Curiosity lies at the heart of all our creative work. All art making is solving problems creatively. All of us should strive to enter the rehearsal studio or classroom full of curiosity, wonder, prepared to ask a lot of questions, and interrogate the texts or devising task before us. Regarding teaching, that means always learning new methodologies and interrogating old methods for relevancy usefulness. I work to enter all my work with curiosity and wonder and hope to be surprised and bowled over each and every day.

COMPASSION

Compassion is reflected in our so many of our practices from rehearsal schedules to finding new ways to be more inclusive. Many things fall under compassion: from sharing pronouns, to land acknowledgments, intimacy best practices, content warnings, to Diversity, Equity, and Inclusion efforts. Sometimes the simplicity of speaking less and listening more and working towards being present in the moment together can foster compassion. We can be mindful of our own needs both emotionally and physically, respect our own and others boundaries, and still create great art that asks for specificity, passion, focus, and rigor. Without compassion how can we expect art to illuminate the humanity of life and bring us together in the shared experience of watching a theatrical event?

ENSEMBLE

Ensemble is a practice, not a group of people. The creative company and the idea of a creative ensemble is at the heart of all of my work. It is only through creative problem solving together, making space so that the ideas holding the most narrative potential end up on the stage in front of an audience or on recorded media that exciting art can be made. Throughout history and across the globe it has been companies, creative ensembles, that have brought to life our most historic and groundbreaking works.

PLAY

A sense of play is at the heart of all my work. Play is democratic. There is not a single culture on the planet that does not play. It is a great creator of equity and brings us all together. I also don’t believe in “bad” theatre, it’s simply theatre that has no sense of play in it. When we play our imaginations light up and we make the invisible, visible and the unseen, seen. Play is how we make magic. A performer’s objective or need must be fun to pursue, their actions or tactics must be fun to play - if not the audience won’t lean in, they will dismiss, ignore, and tune out. Even at the height of our greatest tragedy on stage or film, there should be a part of the artist that thinks, “Isn’t this a kick in the pants!” Play impacts our directing and invites how we can invite the audience to be complicit in our theatrical event, to lean in, and to engage.

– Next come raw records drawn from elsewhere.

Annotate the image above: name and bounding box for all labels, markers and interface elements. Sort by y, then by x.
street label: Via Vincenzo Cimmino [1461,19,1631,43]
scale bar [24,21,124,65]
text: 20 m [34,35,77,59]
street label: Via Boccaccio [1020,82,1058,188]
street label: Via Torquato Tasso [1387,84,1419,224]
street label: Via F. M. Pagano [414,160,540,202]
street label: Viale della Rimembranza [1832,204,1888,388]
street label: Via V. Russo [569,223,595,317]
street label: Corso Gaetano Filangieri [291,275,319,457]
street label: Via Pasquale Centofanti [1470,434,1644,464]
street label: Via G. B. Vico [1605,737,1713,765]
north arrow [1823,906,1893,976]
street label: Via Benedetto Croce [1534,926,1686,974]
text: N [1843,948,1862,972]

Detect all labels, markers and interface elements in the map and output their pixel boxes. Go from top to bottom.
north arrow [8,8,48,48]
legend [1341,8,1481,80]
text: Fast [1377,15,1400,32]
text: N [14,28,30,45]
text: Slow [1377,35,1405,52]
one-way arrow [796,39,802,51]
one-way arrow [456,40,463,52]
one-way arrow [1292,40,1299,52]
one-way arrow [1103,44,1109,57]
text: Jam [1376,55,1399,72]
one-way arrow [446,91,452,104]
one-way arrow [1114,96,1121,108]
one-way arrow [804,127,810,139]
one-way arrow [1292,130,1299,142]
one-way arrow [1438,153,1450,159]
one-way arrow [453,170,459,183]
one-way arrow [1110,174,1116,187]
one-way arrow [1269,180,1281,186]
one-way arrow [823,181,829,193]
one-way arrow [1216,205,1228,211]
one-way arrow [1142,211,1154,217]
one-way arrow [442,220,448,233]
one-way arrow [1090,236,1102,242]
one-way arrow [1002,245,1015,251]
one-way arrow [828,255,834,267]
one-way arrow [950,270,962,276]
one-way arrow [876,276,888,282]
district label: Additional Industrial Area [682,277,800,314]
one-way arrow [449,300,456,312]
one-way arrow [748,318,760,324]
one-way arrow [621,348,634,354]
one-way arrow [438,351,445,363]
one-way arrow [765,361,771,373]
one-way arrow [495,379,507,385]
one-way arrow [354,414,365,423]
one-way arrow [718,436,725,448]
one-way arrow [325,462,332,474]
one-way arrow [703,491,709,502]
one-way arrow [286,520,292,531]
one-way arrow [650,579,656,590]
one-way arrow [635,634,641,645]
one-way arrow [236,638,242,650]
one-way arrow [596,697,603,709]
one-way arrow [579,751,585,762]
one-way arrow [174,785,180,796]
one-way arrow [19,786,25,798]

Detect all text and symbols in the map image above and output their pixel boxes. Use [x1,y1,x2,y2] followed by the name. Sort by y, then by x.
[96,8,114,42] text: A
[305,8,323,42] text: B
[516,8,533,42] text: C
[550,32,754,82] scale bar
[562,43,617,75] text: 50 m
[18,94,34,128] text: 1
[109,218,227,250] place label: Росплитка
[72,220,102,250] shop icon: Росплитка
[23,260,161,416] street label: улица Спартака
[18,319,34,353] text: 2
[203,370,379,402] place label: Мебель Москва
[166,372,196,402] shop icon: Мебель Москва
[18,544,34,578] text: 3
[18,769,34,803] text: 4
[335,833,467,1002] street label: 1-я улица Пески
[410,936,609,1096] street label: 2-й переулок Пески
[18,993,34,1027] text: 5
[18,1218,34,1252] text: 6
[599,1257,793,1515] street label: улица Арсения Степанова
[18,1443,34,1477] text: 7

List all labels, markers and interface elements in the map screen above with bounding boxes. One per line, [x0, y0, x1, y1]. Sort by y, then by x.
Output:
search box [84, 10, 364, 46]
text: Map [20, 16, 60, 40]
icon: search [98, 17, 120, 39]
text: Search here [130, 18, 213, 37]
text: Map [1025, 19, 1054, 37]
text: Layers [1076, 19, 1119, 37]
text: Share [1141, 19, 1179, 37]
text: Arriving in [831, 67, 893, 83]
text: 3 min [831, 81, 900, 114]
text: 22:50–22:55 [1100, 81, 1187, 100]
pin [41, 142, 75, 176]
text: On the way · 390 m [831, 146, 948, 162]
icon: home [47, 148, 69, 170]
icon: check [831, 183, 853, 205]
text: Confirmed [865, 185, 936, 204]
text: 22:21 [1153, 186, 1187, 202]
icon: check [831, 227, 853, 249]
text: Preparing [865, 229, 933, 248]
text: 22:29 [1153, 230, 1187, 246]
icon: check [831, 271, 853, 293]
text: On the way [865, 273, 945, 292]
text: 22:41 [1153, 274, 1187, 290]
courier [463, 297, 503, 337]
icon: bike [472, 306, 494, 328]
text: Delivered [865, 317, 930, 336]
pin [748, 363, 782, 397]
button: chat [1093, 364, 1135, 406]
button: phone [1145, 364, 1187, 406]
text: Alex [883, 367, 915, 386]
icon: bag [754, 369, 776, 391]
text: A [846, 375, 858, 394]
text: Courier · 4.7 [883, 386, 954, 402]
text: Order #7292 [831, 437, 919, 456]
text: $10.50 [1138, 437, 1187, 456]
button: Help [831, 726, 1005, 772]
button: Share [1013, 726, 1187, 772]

The play state or flow state is the same process from a cognitive science perspective. What Dr. Stuart Brown and Mihaly Csikszentmihalyi describe regarding play or flow are the same things described or aspired to by companies like Complicité or Cheek by Jowl.

In the past I have served as an Assistant Professor of Acting & Directing at Central Connecticut State University, as the Head of Performance at The Johnny Carson School of Theatre & Film at The University of Nebraska - Lincoln, University at Albany (Visiting Assistant Professor), Virginia Commonwealth University (Assistant Professor), and as an adjunct Rutgers University. I am a certified teacher with the National Michael Chekhov Association and hold a certificate from and was a part of the first teacher training cohort under Aretha Sills in the work and techniques of Viola Spolin.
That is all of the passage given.